向こうの山の葉はとうに枯れ落ち、細い木の枝だけ残っているのか、神像が前来たときよりもはっきりと見えた。
そうだ、俺は二年前もこの像を見ているじゃないか。何故、宮木に言われるまで思い出しもしなかったのだろう。
六原の故郷の村から帰ってだいぶ経ったが、これほど記憶が曖昧になるということは、思いの外疲れているのだろう。
宮木はそれ以上追求せず、神像のある山に背を向けて廃線の方を向いた。
「あの大きな枡みたいなのは何でしょうね?」
崩落しかけた屋根の真下に二メートル四方の木枠で作られた囲いがある。中は泥と濡れ落ち葉が溜まり放題になっていた。
「さあな……」
言ってからふと、昔来たときにはこの木枠いっぱいに土の色をしたお湯が満ちて、夏の日差しを受けて輝いていたのを思い出す。
「足湯だ。確か足湯があった」
「足湯ですか」
「たぶん……泥みてえな色してたからあの頃から使われてなかったんだろうが……」
俺はこめかみに手をやる。本当にこの土地の記憶だろうか? 別の場所と混同してはいないか?
「片岸さん、本当に一回ここに来てるんですよね?」
宮木は怪しむというより気遣わしげな目で俺を見た。
「来てるよ」
俺はフェンスにもたれかかるように置かれた、褪せた水色のベンチに腰を下ろした。ここに来てから頭に靄がかかったように記憶が曖昧になる。何か重要なことを忘れている気がする。
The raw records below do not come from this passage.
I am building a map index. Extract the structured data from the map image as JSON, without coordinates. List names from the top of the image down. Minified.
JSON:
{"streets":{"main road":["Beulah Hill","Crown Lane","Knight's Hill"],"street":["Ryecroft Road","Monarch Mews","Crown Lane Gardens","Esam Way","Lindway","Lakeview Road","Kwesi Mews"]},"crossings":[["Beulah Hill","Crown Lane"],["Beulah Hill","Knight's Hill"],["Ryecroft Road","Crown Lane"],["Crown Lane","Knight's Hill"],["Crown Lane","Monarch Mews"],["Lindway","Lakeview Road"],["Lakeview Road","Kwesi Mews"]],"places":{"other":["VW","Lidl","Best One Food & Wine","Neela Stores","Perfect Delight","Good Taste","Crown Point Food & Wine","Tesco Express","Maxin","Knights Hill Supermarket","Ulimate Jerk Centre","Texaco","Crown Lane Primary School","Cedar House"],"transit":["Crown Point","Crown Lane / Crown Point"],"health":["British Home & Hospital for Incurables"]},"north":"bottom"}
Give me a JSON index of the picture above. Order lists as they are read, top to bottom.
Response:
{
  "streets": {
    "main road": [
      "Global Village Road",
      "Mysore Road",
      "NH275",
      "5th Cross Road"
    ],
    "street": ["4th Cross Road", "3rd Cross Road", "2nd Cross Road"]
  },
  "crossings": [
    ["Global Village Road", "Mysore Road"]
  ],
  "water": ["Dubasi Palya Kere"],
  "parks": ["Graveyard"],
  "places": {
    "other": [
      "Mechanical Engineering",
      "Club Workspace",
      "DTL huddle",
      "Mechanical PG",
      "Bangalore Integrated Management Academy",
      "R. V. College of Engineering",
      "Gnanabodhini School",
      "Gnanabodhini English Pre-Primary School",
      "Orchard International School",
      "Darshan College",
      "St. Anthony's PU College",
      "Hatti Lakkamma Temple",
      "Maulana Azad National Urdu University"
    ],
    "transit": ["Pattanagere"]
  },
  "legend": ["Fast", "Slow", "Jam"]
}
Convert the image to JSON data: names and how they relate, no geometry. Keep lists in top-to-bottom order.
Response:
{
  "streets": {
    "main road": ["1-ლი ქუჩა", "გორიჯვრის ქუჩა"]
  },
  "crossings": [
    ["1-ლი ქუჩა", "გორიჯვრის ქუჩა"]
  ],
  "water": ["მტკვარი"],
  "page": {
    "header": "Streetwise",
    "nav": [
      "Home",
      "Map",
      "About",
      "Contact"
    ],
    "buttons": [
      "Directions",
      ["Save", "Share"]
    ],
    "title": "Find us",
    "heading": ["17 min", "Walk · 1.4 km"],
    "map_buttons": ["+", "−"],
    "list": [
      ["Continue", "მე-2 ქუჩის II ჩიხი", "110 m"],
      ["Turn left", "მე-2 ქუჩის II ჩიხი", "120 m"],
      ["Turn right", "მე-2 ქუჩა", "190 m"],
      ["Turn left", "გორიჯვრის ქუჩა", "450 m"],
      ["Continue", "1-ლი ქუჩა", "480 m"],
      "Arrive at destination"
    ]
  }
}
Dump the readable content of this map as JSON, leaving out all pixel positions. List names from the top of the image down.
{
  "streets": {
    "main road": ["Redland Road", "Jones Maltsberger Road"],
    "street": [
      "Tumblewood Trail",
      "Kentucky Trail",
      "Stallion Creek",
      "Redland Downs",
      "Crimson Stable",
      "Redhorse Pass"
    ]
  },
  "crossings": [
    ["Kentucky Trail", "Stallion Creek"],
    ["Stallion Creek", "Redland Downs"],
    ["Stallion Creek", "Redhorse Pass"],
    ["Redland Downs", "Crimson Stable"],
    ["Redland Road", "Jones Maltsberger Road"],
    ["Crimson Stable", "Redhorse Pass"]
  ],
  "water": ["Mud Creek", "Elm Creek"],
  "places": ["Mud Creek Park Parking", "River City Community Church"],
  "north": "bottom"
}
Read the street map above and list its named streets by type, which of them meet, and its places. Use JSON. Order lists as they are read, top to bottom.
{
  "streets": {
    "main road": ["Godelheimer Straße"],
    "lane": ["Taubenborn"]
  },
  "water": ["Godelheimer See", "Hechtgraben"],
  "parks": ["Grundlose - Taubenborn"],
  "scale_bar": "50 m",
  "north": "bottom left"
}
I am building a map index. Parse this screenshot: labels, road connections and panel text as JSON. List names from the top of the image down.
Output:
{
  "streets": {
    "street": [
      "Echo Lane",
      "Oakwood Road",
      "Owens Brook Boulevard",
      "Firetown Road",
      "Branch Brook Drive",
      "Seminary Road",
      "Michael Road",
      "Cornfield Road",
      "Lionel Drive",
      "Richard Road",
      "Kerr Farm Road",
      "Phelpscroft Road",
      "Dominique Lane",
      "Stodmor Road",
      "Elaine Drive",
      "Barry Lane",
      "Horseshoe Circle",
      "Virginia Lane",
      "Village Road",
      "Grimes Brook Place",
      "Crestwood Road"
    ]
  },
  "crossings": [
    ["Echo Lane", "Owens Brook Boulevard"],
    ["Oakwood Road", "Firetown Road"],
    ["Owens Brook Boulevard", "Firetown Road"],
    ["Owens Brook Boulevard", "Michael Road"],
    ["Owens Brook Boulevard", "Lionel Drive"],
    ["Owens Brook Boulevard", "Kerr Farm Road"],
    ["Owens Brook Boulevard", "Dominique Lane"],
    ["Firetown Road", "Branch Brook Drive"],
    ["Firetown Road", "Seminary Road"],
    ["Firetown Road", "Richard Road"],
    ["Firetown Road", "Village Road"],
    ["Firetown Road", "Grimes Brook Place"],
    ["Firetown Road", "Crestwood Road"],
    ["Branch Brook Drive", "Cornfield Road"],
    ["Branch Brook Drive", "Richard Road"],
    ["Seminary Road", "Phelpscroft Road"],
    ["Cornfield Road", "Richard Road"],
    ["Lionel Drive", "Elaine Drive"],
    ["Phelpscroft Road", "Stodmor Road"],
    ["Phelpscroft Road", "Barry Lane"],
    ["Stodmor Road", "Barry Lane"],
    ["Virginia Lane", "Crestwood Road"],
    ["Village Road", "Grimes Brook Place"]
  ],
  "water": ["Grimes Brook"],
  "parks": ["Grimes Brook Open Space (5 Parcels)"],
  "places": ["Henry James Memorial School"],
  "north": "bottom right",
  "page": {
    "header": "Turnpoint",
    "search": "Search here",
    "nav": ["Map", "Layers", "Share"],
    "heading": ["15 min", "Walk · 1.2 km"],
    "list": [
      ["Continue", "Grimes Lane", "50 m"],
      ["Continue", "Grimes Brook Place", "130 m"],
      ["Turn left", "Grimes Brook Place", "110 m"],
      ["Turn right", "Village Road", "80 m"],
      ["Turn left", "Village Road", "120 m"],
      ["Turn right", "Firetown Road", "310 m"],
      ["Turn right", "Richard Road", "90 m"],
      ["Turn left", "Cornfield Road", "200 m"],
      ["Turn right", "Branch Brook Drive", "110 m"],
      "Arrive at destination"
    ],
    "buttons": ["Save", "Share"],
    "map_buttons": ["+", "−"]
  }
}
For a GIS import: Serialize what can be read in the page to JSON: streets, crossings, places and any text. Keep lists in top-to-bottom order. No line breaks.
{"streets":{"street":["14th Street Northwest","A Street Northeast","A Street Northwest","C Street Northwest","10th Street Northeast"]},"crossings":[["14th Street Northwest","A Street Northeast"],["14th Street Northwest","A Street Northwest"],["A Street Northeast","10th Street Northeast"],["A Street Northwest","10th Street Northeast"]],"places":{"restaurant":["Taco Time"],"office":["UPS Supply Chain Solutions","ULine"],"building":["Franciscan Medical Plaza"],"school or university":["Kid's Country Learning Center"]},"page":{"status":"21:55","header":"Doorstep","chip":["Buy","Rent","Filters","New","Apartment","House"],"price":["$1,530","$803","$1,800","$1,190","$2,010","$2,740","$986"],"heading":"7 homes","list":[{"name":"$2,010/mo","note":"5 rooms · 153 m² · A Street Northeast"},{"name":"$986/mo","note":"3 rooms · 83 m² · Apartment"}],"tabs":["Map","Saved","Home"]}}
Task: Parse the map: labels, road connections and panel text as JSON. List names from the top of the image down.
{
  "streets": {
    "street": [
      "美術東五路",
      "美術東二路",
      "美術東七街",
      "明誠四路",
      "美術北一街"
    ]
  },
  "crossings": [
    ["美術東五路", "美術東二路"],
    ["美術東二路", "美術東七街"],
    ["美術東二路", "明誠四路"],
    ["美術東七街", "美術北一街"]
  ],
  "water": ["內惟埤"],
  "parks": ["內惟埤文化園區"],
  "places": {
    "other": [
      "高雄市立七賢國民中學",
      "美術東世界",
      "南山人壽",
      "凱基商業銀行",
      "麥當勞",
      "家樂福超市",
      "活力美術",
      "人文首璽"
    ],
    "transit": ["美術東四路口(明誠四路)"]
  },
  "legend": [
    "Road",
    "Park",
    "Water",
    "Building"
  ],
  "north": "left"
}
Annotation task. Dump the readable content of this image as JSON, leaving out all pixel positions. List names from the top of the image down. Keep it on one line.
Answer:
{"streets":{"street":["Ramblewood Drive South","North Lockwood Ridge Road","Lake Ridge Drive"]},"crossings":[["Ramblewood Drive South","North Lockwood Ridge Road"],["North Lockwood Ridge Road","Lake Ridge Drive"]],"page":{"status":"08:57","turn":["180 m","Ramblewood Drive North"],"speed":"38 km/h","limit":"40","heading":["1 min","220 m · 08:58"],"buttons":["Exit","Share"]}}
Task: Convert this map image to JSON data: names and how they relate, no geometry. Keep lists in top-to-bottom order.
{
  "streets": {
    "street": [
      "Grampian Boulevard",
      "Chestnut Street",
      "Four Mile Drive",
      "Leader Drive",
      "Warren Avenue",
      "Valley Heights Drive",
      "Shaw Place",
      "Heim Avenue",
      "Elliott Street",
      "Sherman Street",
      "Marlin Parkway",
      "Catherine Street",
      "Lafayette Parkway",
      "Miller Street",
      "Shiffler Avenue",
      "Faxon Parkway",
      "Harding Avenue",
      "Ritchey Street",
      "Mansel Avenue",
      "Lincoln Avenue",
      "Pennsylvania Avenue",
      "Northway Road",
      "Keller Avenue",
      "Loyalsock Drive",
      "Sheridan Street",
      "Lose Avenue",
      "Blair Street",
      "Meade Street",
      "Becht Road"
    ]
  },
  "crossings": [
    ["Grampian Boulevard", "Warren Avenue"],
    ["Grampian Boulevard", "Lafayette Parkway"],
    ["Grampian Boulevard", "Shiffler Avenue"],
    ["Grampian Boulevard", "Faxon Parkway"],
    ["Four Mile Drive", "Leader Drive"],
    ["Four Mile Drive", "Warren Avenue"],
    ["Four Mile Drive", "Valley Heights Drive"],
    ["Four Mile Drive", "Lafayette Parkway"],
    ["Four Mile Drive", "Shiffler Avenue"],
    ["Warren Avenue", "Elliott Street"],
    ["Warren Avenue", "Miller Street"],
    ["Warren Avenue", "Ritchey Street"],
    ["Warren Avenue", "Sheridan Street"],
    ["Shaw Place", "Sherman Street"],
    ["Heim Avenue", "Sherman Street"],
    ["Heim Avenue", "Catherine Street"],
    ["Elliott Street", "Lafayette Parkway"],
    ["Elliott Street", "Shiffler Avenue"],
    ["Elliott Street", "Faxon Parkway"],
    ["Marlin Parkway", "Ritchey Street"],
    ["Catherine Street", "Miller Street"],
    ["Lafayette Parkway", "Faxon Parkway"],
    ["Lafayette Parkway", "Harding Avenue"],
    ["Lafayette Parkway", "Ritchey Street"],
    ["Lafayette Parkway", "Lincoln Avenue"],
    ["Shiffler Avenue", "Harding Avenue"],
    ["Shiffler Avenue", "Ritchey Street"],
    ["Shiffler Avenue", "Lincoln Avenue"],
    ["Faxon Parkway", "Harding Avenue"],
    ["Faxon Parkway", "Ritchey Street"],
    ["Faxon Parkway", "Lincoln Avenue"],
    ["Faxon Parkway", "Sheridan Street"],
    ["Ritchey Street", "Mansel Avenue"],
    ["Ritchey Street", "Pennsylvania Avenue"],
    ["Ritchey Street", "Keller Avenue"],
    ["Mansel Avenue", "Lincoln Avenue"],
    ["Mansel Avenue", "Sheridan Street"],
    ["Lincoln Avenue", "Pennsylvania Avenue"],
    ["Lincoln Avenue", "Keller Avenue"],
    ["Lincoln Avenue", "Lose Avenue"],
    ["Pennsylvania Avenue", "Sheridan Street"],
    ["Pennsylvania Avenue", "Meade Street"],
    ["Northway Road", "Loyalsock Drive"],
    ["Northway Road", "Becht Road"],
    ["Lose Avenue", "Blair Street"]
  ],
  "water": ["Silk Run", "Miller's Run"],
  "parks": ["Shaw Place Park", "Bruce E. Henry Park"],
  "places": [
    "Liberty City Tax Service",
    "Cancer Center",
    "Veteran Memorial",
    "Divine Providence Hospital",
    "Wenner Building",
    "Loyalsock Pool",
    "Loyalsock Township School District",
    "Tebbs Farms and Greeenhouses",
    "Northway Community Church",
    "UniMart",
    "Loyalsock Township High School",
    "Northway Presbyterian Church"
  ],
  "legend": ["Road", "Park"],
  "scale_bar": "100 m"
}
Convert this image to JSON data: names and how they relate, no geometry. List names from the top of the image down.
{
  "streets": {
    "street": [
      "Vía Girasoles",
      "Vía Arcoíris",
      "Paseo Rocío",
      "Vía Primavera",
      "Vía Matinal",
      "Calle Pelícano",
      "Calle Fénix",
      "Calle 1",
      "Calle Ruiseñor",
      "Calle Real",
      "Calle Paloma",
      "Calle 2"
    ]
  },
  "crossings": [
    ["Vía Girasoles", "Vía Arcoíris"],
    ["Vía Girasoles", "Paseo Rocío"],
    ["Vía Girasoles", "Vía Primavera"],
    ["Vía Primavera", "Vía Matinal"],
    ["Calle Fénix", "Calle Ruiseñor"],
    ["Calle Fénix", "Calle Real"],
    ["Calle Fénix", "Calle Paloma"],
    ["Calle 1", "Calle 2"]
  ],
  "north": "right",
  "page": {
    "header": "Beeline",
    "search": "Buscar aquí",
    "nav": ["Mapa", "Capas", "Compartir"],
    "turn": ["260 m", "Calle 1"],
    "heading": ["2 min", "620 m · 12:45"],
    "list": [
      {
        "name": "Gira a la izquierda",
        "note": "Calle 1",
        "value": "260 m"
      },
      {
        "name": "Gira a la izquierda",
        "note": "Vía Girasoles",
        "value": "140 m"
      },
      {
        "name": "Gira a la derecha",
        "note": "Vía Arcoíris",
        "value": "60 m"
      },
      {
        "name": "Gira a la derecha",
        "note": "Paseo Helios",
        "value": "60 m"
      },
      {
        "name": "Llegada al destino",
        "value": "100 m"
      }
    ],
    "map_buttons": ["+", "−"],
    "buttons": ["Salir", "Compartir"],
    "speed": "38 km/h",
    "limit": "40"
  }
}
得体の知れない空虚さと焦りを押し隠すように、俺は煙草に火をつけた。
宮木が無言で隣に座る。
「二年前、確か別の仕事を終えた帰りに、六原からついでに見てきてくれって言われてここに来たんだ。まだ新人だったし、疲れてた。だから、記憶が曖昧なんだと思う」
聞かれてもいないのに、俺は言い訳するように言葉を紡いだ。
「大変でしたね。あの頃から六原さんに仕事を押し付けられてたんですか?」
「実咲と結婚した頃からずっとだ」
宮木が苦笑する。つられて俺と笑い、少し焦燥感が和らいだ。
「そのときはひとりで来たんですか」
「いや……」
俺の指先からぼとりと灰が落ちた。
灰皿を探すと、鄙びた温泉旅館の裏にあるような赤いブリキのスタンド式灰皿が傍にある。中に溜まったコーラ色の雨水に吸殻が三本浮いていた。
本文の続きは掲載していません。